Leite e Sartori se reúnem no Palácio Piratini, em Porto Alegre, para transição de governo no Rio Grande do Sul — Foto: Luiz Chaves/Palácio Piratini

O governador eleito Eduardo Leite (PSDB) indicou nesta segunda-feira, 5 de novembro, os nomes que irão integrar a equipe de transição do governo no Rio Grande do Sul. O coordenador-geral será o deputado estadual Lucas Redecker (PSDB), eleito em outubro deputado federal com 114.346 votos.

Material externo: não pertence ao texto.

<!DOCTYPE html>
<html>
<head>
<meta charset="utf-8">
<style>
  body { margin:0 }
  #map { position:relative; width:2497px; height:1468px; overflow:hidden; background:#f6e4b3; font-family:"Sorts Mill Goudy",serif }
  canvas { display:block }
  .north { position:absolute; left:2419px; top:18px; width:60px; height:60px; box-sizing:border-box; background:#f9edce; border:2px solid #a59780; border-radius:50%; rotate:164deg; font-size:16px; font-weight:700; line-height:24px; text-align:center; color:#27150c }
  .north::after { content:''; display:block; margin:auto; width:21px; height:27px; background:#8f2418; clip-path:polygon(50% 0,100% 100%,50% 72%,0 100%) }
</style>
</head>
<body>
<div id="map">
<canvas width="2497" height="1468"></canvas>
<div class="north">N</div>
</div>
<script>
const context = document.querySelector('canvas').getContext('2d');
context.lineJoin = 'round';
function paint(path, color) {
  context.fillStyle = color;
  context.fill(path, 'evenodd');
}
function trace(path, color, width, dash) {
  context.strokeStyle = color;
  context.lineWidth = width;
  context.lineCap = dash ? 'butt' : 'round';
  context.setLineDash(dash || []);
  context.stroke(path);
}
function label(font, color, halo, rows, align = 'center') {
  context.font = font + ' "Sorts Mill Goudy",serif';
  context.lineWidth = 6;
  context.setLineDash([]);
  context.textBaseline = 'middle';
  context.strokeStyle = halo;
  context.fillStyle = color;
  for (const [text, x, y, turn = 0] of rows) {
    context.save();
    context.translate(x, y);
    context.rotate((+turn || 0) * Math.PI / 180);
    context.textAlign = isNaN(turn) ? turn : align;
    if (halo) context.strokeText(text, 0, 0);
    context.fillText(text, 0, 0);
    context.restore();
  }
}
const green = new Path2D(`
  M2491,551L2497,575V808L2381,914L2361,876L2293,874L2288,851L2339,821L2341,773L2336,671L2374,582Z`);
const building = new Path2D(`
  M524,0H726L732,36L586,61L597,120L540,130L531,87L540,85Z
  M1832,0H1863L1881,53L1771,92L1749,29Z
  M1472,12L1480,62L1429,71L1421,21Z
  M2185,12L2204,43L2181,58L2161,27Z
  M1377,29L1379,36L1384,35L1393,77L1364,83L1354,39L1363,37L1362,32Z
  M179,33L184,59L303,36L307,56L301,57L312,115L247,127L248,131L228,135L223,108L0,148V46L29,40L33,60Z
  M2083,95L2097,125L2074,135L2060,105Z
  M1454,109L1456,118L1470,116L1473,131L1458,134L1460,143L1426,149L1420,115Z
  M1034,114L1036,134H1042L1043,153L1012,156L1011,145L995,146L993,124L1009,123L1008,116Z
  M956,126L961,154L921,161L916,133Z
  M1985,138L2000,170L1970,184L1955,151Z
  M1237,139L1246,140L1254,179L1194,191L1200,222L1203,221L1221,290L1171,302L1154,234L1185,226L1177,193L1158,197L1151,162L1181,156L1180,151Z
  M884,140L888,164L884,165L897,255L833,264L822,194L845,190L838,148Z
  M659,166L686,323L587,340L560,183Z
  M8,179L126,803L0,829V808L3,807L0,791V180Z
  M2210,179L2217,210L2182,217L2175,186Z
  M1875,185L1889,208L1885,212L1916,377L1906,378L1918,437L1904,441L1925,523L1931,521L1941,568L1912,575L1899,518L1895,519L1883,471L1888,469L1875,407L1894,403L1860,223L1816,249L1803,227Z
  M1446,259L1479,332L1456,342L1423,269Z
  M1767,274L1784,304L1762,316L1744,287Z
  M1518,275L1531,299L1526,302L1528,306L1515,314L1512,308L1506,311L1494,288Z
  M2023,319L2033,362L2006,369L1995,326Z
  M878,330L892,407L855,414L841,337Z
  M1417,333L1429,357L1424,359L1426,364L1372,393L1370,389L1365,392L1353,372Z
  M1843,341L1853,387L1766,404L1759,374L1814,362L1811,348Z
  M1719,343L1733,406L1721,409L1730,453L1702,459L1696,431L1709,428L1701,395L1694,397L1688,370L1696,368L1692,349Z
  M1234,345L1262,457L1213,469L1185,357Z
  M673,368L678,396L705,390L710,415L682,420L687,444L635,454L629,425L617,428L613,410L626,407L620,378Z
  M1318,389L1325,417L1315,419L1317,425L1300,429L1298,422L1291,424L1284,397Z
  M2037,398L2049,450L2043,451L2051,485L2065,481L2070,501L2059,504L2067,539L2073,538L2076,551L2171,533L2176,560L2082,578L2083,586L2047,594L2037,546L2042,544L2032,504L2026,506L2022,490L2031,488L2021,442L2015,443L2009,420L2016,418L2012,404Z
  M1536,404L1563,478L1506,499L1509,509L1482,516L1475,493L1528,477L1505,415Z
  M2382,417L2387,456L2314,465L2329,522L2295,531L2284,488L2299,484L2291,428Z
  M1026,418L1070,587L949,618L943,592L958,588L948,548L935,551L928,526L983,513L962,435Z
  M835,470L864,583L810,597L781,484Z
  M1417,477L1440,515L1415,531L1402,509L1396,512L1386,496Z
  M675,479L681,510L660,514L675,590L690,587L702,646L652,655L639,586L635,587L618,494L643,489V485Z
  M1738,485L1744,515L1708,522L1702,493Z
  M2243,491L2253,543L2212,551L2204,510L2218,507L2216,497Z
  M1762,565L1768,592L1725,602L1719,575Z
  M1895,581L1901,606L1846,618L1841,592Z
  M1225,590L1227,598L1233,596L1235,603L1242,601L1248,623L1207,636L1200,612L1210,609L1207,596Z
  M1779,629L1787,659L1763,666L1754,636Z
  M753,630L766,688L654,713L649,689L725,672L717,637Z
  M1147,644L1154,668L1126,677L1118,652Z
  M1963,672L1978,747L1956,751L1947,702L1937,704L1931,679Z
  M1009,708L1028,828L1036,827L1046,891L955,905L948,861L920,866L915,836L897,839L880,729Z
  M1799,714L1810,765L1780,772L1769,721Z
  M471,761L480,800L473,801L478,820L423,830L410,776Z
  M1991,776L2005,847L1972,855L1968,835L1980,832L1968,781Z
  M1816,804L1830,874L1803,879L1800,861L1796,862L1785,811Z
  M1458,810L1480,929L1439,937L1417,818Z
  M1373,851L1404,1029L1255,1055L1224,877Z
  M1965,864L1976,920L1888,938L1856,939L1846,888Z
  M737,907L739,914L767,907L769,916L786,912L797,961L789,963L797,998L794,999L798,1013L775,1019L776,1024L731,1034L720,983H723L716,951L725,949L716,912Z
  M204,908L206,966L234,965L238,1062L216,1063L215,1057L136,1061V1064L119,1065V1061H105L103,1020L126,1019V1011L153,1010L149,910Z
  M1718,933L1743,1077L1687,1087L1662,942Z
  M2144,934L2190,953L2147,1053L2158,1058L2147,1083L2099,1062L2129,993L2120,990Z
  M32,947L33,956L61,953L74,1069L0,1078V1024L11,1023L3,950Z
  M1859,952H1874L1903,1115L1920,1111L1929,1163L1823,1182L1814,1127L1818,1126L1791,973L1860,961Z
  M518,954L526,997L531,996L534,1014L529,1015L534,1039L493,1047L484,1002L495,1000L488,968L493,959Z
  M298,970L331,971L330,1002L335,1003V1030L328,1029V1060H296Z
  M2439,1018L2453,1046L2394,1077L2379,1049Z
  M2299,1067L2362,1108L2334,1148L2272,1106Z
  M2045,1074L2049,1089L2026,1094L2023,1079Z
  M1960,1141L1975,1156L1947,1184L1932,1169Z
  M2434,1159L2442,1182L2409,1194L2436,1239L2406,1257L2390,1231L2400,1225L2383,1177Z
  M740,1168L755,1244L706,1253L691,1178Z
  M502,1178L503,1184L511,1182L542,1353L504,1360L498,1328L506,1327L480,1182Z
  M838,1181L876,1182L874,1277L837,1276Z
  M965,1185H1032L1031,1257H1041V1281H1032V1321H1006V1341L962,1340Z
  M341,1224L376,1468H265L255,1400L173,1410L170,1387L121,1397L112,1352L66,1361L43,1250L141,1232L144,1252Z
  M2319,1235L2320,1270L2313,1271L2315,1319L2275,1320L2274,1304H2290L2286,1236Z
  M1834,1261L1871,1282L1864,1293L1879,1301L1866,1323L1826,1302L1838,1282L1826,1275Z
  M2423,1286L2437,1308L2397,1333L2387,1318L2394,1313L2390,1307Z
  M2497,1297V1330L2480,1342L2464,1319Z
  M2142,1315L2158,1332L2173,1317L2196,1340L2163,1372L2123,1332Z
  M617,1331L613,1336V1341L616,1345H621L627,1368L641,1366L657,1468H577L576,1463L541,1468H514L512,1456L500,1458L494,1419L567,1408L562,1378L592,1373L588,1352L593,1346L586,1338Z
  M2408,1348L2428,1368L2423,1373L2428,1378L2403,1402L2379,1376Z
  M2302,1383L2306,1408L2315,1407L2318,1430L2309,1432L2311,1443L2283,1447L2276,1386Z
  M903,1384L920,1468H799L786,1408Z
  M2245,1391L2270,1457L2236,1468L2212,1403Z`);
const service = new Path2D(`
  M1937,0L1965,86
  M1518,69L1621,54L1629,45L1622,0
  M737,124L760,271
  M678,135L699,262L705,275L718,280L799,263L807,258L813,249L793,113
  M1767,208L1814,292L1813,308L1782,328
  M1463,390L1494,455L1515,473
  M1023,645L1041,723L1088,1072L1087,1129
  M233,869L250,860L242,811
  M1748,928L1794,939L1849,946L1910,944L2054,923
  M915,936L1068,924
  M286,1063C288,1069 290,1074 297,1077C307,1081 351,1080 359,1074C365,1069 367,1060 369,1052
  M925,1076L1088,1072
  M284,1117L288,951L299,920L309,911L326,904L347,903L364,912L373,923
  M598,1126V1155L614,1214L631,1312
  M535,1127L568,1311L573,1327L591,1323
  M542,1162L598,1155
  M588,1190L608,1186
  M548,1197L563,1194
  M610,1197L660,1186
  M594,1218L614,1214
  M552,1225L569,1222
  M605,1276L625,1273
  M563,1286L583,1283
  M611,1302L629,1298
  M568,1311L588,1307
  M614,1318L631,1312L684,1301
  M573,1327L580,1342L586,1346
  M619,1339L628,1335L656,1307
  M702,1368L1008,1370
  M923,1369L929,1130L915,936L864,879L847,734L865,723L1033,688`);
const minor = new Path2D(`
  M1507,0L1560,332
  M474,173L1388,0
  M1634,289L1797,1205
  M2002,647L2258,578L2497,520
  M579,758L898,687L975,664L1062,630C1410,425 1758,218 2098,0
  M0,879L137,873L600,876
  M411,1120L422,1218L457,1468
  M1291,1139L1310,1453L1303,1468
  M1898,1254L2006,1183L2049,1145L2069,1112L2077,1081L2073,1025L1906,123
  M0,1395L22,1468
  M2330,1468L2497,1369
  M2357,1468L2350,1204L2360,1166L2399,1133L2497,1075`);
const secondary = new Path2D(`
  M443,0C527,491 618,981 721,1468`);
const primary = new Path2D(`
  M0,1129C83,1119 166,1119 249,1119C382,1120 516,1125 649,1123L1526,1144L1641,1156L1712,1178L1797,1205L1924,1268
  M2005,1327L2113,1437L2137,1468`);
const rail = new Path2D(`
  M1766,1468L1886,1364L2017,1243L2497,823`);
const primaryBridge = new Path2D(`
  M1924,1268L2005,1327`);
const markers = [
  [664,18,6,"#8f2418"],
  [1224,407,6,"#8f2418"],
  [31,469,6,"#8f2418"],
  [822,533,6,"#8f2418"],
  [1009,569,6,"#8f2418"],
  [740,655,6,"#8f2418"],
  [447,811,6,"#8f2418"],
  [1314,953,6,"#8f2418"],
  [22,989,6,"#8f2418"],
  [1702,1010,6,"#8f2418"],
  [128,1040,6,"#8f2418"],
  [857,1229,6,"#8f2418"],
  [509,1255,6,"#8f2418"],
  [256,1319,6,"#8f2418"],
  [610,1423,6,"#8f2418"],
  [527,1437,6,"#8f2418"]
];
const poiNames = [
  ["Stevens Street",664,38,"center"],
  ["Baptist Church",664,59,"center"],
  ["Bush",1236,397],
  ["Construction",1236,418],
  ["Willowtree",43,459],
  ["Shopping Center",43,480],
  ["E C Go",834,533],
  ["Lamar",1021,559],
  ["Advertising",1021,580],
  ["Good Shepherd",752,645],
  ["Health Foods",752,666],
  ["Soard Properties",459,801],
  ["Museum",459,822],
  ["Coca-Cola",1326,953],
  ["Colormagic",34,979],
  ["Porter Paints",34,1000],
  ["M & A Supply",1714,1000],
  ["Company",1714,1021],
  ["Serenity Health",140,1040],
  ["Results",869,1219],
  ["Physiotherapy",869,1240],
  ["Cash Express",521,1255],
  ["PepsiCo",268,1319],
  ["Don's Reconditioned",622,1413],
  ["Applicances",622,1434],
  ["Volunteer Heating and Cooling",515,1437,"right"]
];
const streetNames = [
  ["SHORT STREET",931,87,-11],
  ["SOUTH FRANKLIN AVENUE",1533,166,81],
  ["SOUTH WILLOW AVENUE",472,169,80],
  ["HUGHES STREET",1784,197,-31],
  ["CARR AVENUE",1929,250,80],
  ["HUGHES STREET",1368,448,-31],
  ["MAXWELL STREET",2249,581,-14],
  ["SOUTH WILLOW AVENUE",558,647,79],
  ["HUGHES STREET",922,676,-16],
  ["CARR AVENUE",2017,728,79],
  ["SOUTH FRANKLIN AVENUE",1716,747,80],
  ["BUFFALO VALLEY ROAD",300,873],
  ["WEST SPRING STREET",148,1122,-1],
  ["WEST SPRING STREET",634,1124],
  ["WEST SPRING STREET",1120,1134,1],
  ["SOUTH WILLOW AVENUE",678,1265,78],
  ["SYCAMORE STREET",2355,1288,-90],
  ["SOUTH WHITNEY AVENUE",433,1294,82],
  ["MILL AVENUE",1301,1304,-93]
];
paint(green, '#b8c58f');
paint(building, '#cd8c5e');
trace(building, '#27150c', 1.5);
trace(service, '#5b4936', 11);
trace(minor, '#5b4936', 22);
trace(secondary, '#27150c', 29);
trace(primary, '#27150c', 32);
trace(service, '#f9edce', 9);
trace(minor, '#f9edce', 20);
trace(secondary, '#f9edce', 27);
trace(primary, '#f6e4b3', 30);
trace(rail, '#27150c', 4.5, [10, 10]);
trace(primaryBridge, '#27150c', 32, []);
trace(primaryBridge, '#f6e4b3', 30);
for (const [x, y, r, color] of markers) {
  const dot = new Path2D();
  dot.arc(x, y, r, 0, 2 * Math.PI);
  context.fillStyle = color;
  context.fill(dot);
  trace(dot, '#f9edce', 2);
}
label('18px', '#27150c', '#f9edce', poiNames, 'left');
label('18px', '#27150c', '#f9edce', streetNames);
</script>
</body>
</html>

À frente da coordenação-técnica, estará Cláudio Gastal, presidente-executivo do Movimento Brasil Competitivo (MBC).

Além do eixo “Governança para uma agenda comum”, três eixos temáticos foram definidos no plano de governo de Leite. O eixo “Estado sustentável”, que contempla planejamento, gestão e finanças, ficará sob responsabilidade de Paulo Dias Pereira.

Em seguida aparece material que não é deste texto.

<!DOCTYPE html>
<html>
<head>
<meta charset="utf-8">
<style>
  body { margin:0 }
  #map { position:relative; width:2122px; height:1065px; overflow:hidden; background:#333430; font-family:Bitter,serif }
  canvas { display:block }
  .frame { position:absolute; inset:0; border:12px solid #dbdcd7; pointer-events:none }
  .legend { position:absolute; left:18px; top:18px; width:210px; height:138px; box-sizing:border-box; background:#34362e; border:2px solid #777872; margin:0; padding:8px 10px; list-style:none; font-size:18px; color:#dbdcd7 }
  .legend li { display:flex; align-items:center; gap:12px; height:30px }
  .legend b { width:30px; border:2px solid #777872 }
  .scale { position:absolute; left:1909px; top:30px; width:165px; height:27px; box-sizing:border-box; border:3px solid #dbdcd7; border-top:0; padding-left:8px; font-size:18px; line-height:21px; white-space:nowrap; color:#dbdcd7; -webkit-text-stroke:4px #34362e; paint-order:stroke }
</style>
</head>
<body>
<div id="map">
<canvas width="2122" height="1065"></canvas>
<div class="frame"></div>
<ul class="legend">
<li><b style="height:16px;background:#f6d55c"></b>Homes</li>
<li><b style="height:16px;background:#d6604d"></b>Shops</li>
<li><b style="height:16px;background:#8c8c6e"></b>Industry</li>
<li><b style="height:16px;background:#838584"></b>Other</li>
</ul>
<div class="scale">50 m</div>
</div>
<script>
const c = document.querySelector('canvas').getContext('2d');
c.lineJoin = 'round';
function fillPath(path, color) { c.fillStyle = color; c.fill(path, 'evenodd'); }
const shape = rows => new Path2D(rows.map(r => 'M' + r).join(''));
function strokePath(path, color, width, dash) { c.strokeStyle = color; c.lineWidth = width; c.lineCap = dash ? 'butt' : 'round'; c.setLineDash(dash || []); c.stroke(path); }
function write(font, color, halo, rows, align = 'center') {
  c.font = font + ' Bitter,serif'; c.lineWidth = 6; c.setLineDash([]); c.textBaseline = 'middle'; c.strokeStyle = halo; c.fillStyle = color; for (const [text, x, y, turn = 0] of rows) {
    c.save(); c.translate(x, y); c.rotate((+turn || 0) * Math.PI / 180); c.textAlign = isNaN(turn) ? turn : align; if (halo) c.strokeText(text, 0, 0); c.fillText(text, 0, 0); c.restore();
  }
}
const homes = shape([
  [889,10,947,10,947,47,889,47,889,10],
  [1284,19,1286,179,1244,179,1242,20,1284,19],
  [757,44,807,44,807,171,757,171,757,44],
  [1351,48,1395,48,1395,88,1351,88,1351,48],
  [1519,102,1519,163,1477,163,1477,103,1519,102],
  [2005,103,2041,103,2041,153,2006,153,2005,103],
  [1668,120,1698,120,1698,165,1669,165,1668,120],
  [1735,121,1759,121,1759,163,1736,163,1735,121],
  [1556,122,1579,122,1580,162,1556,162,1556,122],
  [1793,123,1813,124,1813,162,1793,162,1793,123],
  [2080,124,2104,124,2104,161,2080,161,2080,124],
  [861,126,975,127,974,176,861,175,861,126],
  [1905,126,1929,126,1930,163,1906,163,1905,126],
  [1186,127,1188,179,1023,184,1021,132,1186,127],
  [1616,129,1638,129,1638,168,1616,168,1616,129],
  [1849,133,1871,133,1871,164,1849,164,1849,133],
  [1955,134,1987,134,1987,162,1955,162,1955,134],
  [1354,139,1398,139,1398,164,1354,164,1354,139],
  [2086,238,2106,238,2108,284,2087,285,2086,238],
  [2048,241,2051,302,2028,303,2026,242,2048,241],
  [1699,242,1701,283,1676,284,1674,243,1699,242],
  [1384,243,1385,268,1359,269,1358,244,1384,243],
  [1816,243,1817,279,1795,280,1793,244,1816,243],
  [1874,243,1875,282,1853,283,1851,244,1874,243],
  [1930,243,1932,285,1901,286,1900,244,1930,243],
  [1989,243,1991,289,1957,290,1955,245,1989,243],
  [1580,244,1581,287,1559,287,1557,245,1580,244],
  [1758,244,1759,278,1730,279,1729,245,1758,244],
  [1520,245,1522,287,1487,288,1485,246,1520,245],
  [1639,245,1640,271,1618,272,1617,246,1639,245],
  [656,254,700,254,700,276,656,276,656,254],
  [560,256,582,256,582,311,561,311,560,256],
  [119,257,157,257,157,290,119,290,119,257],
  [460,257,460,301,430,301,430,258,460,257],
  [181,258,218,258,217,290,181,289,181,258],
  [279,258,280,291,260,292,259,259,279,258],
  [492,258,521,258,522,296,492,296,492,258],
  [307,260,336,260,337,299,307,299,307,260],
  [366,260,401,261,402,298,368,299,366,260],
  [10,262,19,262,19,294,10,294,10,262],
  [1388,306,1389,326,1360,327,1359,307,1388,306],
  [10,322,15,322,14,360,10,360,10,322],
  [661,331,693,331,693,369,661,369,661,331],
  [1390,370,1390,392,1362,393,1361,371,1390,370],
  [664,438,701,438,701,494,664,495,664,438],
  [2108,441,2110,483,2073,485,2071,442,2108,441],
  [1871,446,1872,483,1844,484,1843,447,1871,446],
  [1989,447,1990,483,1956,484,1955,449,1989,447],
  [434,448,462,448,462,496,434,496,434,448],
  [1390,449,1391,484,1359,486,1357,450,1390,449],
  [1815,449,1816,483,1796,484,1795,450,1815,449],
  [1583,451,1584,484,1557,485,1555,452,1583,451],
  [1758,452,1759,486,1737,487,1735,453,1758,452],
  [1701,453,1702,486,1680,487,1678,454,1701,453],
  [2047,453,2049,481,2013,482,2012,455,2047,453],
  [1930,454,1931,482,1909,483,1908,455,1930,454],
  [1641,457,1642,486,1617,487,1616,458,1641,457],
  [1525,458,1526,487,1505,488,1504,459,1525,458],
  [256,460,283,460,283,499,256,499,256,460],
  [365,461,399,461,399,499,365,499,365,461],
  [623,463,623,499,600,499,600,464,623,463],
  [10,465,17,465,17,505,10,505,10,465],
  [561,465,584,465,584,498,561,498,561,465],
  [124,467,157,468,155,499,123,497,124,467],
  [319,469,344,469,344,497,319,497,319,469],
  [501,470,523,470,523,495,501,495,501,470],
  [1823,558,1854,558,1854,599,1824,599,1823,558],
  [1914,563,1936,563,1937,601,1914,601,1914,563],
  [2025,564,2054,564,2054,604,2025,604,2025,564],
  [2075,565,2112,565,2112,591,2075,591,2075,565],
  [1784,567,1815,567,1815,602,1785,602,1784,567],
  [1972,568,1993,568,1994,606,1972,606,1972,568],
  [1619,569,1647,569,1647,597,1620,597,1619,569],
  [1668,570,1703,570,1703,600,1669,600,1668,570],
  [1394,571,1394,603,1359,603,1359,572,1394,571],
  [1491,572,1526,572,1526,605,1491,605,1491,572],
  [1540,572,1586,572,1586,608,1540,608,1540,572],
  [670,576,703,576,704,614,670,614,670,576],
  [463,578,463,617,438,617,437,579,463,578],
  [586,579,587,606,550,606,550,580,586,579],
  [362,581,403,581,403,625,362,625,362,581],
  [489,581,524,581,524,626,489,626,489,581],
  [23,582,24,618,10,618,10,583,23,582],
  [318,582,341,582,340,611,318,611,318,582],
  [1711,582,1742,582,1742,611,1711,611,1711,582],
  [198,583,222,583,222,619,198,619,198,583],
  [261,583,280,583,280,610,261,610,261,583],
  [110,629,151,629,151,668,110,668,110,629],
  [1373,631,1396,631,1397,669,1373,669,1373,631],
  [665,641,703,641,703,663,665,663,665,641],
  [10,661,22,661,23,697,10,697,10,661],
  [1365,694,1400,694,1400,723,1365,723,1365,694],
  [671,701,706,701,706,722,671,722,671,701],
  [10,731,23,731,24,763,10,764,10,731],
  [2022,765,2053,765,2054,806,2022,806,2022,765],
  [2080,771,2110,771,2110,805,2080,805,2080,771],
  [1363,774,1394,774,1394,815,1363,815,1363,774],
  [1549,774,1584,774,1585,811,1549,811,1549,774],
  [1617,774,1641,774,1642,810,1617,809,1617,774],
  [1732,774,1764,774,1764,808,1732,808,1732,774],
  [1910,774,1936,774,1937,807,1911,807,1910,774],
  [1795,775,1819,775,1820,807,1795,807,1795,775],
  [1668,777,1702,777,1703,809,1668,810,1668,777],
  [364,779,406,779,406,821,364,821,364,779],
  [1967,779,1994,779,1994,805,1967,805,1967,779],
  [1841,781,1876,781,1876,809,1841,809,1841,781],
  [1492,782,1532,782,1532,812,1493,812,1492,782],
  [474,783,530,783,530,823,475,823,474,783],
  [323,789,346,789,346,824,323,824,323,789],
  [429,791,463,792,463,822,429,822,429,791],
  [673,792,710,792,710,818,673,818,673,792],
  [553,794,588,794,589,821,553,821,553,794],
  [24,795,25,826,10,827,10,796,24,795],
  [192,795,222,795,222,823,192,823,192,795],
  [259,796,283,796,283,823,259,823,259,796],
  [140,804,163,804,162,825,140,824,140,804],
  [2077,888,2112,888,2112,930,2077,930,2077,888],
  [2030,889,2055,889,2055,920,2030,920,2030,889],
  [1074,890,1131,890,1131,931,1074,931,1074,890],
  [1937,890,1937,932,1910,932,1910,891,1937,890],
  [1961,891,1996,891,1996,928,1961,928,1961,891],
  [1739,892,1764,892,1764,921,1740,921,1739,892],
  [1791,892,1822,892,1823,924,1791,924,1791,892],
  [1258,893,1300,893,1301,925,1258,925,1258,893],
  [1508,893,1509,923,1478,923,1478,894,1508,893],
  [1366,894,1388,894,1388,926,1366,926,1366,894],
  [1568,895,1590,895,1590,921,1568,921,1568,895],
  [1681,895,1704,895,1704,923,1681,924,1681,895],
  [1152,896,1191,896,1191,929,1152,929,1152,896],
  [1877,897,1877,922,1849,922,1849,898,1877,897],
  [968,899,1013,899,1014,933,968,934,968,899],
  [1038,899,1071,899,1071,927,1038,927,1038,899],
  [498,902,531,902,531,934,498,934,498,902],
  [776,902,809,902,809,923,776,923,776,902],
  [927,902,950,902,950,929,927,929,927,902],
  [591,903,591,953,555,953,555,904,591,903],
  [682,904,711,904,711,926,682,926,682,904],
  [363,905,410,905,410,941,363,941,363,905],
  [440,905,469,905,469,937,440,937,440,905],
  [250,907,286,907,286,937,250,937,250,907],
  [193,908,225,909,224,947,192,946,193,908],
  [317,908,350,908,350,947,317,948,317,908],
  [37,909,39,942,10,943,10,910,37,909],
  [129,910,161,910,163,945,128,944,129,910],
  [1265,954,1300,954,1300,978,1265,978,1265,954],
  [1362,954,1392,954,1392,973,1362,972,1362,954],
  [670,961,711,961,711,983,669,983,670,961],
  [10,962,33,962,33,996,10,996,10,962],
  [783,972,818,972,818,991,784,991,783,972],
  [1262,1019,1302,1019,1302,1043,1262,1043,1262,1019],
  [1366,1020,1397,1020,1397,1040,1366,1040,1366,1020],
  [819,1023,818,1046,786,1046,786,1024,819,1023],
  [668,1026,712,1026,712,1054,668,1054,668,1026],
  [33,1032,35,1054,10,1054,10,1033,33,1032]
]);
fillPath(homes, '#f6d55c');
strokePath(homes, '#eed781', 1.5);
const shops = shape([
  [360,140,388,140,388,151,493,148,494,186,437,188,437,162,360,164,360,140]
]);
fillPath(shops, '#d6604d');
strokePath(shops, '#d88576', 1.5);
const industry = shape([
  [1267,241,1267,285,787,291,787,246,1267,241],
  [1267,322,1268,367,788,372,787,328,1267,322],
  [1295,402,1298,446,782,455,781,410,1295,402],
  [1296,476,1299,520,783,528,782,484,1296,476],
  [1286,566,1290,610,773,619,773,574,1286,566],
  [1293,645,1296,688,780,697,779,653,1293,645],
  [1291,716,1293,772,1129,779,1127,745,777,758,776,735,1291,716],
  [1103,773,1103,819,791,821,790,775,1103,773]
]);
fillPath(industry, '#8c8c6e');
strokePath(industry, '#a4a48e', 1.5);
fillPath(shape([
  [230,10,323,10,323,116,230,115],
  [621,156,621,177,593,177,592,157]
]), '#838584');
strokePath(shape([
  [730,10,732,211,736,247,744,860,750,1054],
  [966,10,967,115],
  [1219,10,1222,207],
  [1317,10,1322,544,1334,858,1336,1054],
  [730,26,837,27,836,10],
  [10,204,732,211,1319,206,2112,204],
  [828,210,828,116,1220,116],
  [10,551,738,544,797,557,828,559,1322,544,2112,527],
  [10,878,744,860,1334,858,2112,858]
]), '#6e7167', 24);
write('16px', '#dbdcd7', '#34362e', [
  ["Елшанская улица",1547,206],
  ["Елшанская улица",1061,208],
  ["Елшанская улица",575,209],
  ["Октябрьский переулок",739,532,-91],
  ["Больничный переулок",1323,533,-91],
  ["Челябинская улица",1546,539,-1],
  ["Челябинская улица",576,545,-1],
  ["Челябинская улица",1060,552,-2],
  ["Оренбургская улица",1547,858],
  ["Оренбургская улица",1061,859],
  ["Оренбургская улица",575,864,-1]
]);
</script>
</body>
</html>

O eixo “Sociedade com qualidade de vida”, que inclui saúde, segurança, educação, cultura, inclusão social e esporte e lazer, será comandado por Antônio Carlos Pacheco Padilha.

Já o eixo “Desenvolvimento empreendedor”, que contempla economia e infraestrutura, estará a cargo de Artur Lemos Junior, ex-secretário de Minas e Energia.

Por parte da atual gestão de José Ivo Sartori (MDB), quem coordenará a transição será o chefe da Casa Civil, Cleber Benvegnú.

Nesta terça-feira (6), o Sartori viaja a Brasília, onde deve chegar por volta das 17h, para tratar da recuperação fiscal. Ele irá se reunir com o ministro da Casa Civil, Eliseu Padilha e, em seguida, com o ministro da Secretaria de Governo, Carlos Marun.

Reunião de transição

Na manhã desta segunda-feira, Leite fez a primeira reunião de transição com Sartori no Palácio Piratini, em Porto Alegre.

O encontro começou por volta das 10h30 e durou pouco mais de uma hora. Eles discutiram, principalmente, assuntos ligados à crise financeira do estado, entre eles o pedido que será encaminhado à Assembleia Legisltaitiva para manutenção das atuais alíquotas de ICMS.

Sobre a redução das alíquotas daqui a dois anos, Leite disse que “é a nossa disposição, como nos comprometemos na eleição, e este período será utilizado para uma ampla revisão do sistema tributário, que nos permita fazer a redução de impostos num sistema mais inteligente”.

O tucano deve receber o estado com um déficit orçamentário de aproximadamente R$ 3 bilhões. Conforme a Secretaria Estadual da Fazenda, a dívida do estado com a União fechou 2017 em R$ 58,5 bilhões. Mesmo assim, Leite reiterou a promessa de que o governo voltará a pagar em dia os servidores até o fim de 2019.

Na semana passada, o governador José Ivo Sartori publicou decreto com objetivo de facilitar acesso a informações relativas a atividades exercidas pelos órgãos e entidades, contas públicas e resultados de programas, projetos e ações, incluindo as metas e indicadores.

“Faremos uma transição transparente, colaborativa, de alto nível técnico e político”, publicou Sartori no Twitter, antes da reunião.

Em entrevista ao programa Jornal do Almoço, da RBS TV, no dia seguinte ao segundo turno da eleição, Leite destacou que o período de transição é “importantíssimo para refinar projetos.” Ele venceu o pleito com 53,62% dos votos válidos.